_Problem details_. What lines of the data include the string "bottom"? Copy them all.

_Excerpted records_.
%%

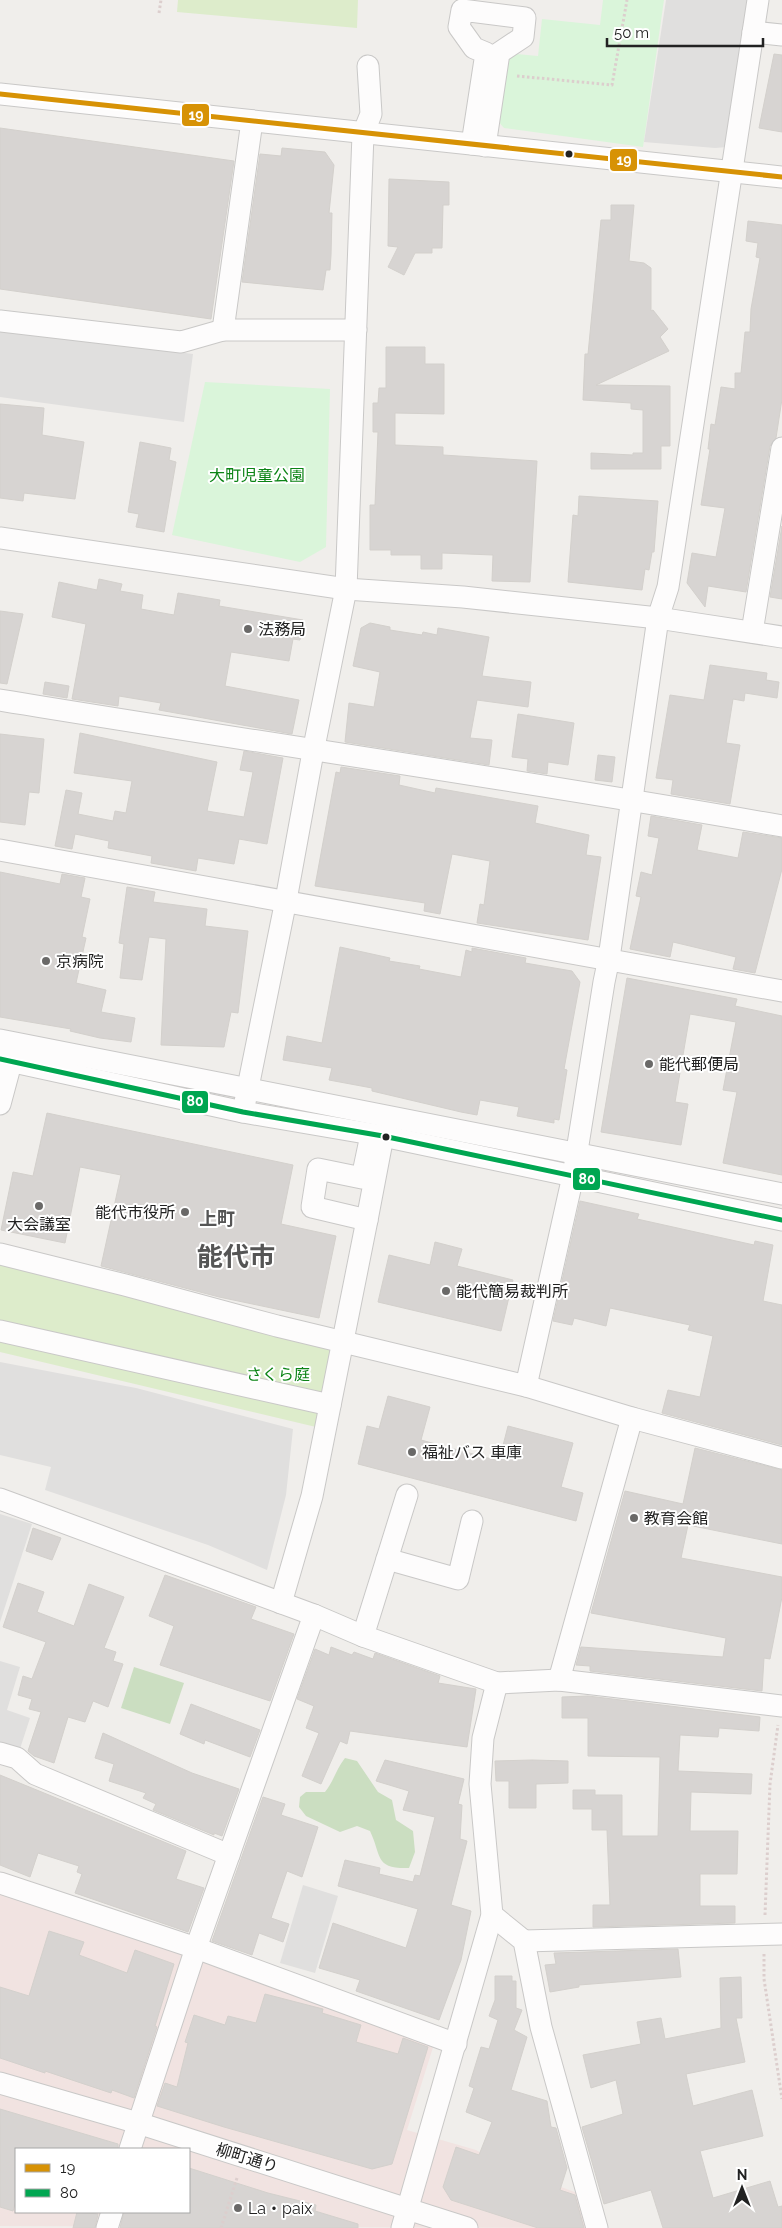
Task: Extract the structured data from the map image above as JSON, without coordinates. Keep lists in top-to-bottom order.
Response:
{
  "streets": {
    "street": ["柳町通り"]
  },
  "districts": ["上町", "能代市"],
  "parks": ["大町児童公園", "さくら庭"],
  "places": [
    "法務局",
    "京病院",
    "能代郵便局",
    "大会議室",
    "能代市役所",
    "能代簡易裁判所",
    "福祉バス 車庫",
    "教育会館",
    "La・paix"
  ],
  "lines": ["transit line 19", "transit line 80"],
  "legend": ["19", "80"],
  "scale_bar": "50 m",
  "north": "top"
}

%%
%%

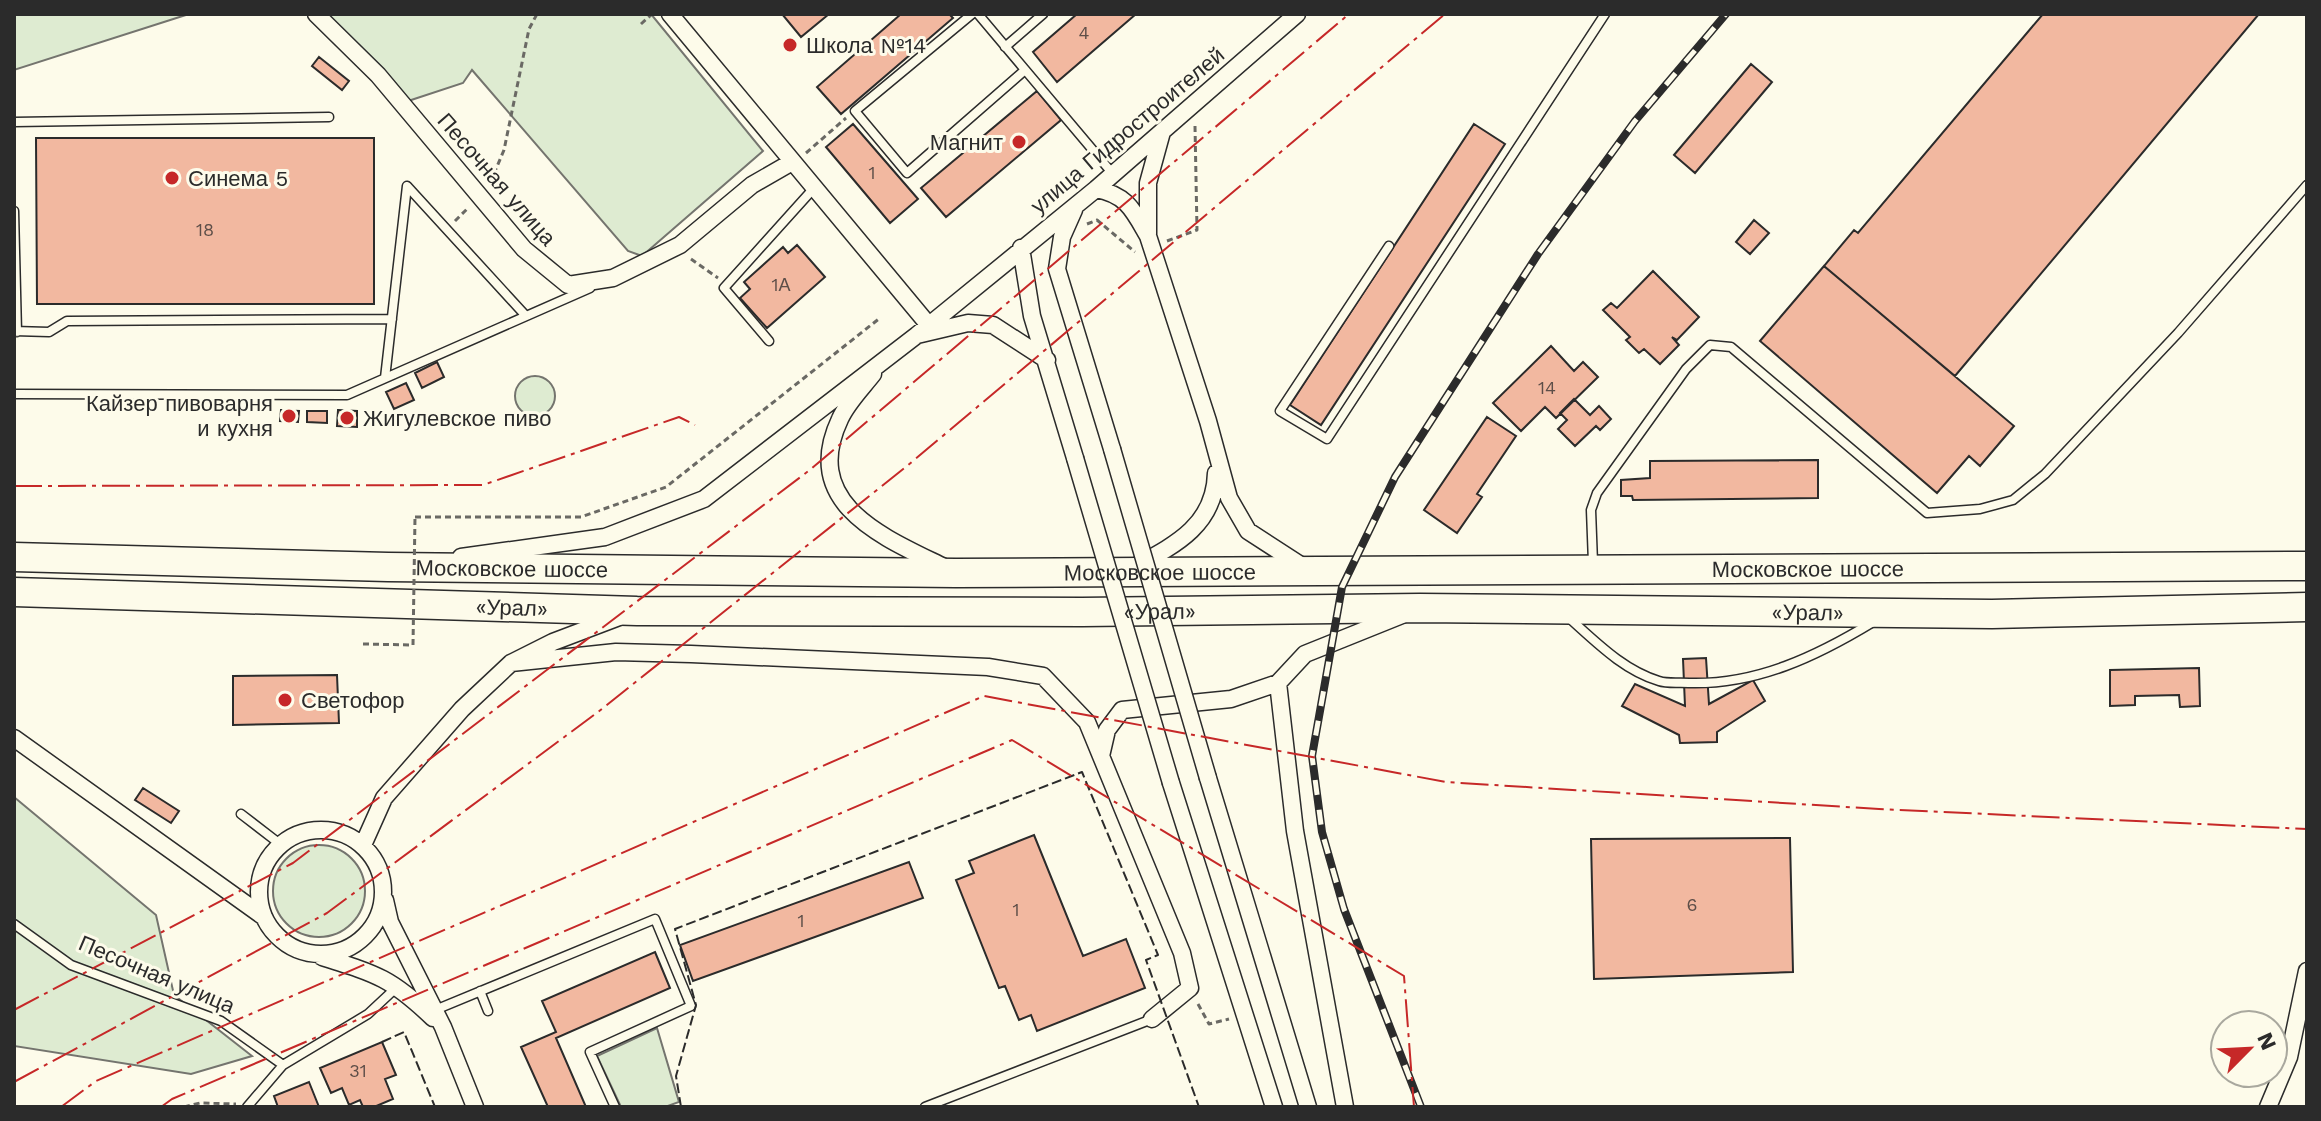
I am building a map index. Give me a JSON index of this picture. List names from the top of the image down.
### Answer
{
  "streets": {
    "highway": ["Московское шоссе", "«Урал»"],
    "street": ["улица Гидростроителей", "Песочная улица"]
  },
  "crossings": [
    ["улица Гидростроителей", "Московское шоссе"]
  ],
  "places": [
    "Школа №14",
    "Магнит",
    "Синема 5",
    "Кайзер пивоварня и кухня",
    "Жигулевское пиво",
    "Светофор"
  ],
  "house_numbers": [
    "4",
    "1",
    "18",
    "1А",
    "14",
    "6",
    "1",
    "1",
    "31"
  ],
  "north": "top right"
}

%%
%%

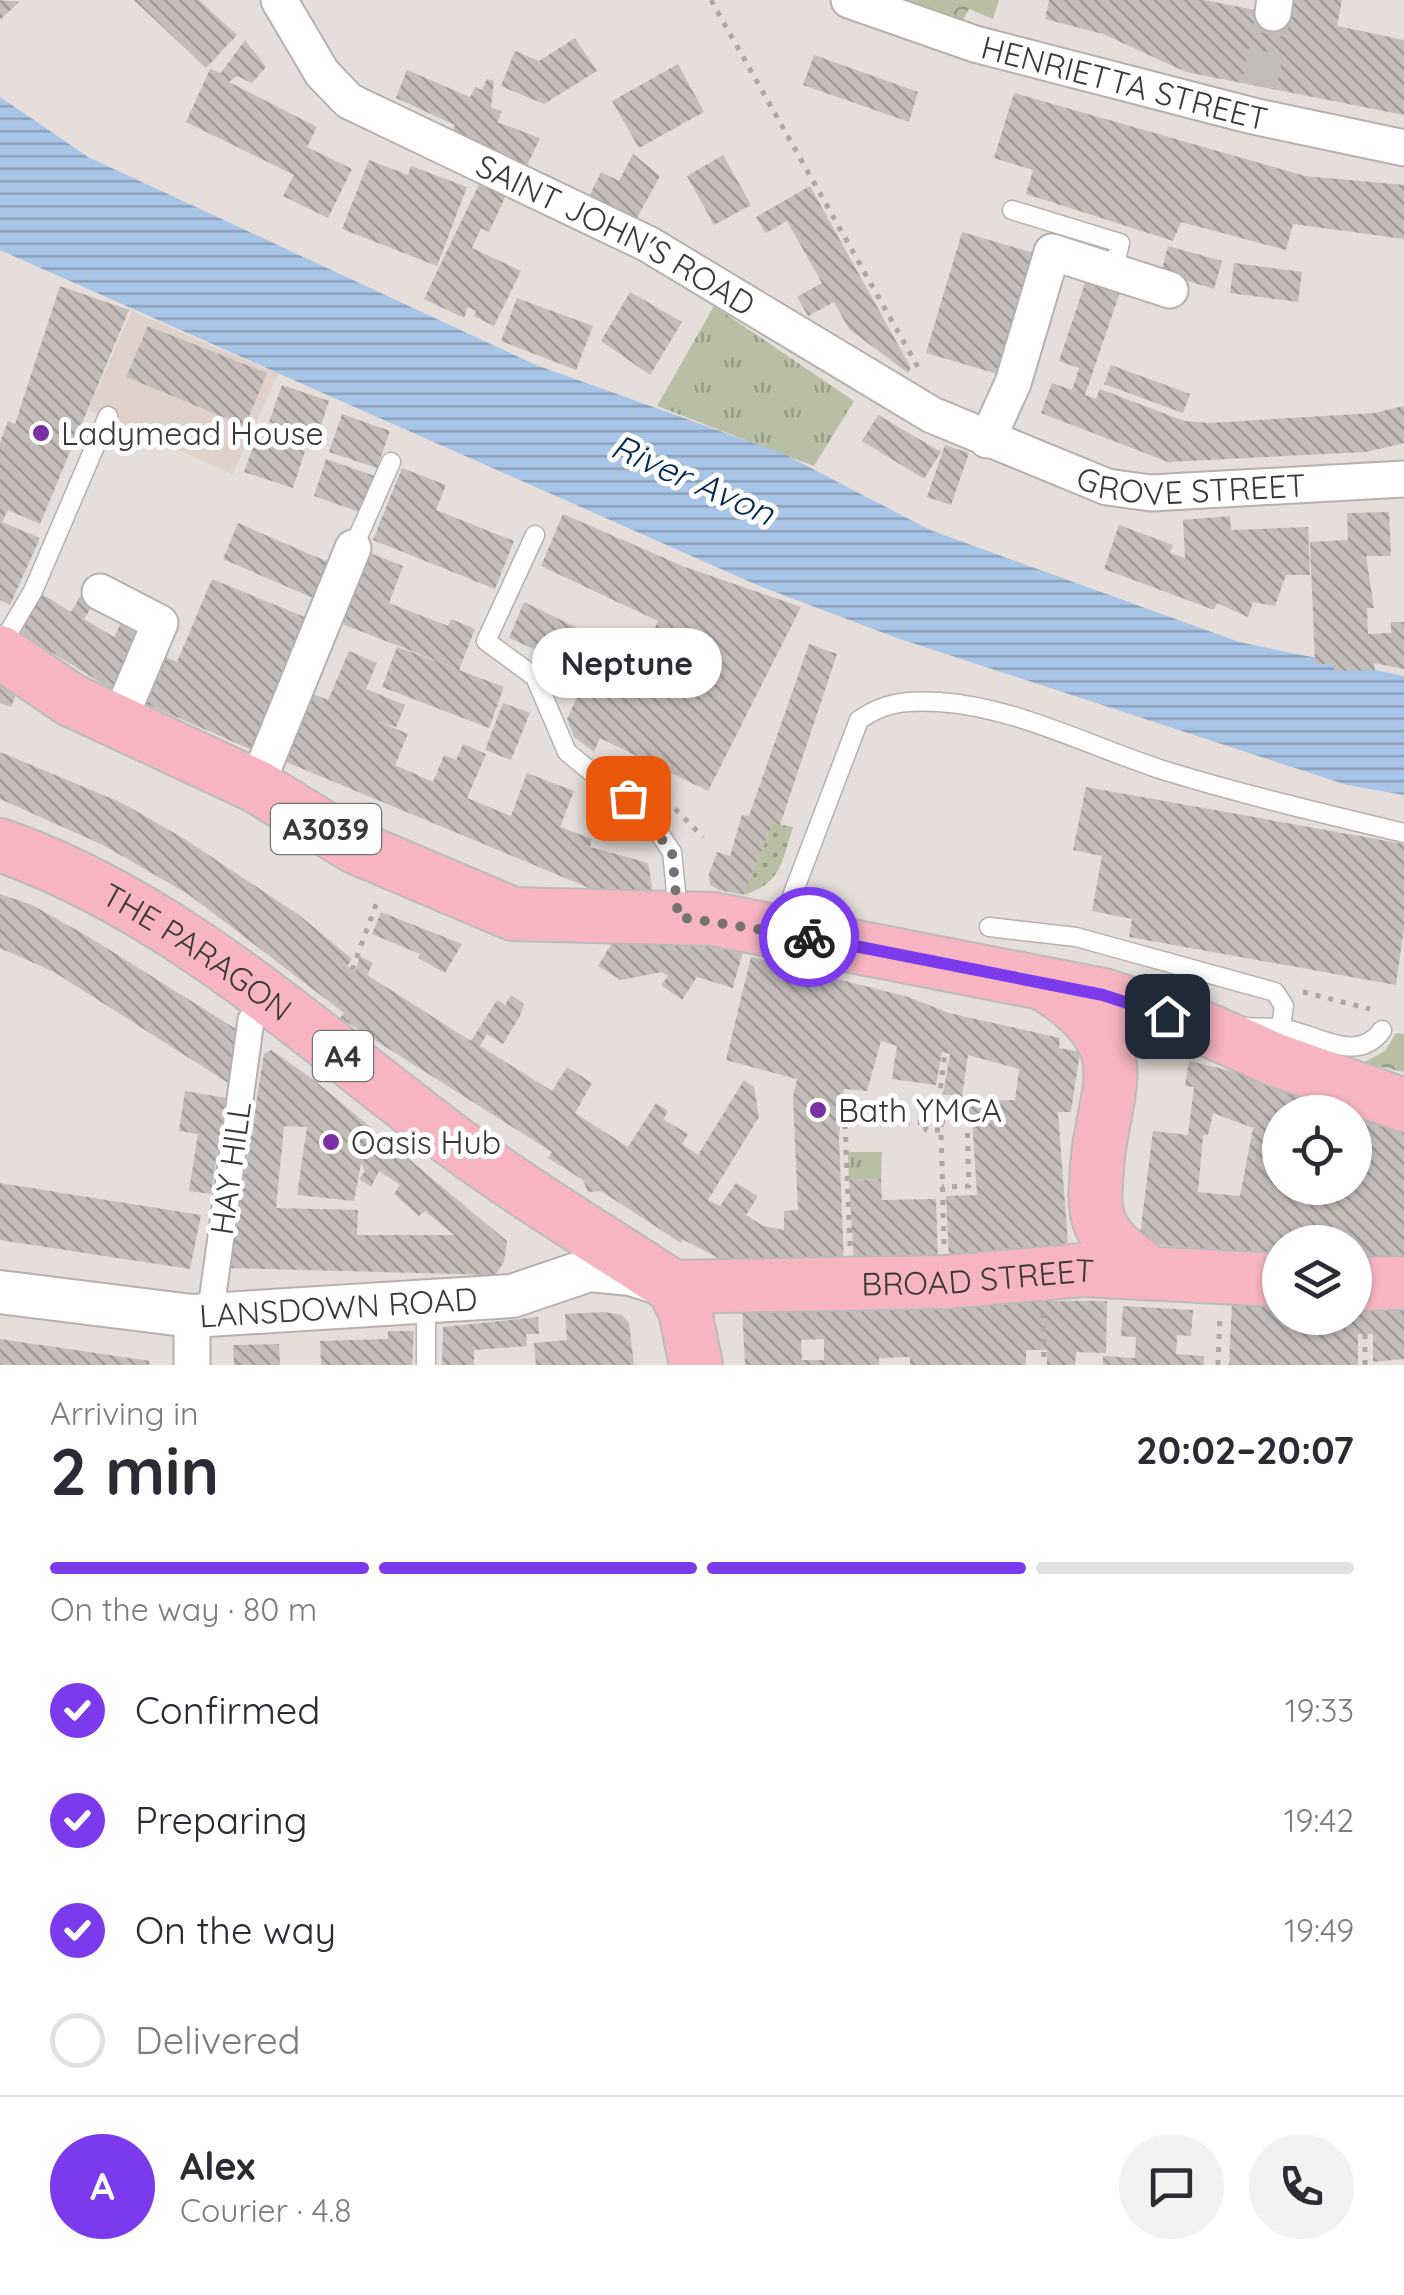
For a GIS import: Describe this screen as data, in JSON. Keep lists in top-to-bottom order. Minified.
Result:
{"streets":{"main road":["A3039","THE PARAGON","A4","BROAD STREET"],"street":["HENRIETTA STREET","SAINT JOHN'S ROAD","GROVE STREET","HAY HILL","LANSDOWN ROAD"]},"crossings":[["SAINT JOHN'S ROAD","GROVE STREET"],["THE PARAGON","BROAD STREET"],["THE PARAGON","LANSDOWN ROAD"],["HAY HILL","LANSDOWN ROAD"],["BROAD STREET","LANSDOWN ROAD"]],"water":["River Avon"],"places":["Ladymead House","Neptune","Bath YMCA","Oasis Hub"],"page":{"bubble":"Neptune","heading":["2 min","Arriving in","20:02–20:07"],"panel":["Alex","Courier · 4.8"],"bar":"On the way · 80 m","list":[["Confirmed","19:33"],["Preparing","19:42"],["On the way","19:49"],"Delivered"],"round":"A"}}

%%

_Response for this exercise_.
Task: Extract the structured data from the map image above as JSON, without coordinates. Keep lists in top-to-bottom order.
For a GIS import: Describe this screen as data, in JSON. Keep lists in top-to-bottom order. Minified.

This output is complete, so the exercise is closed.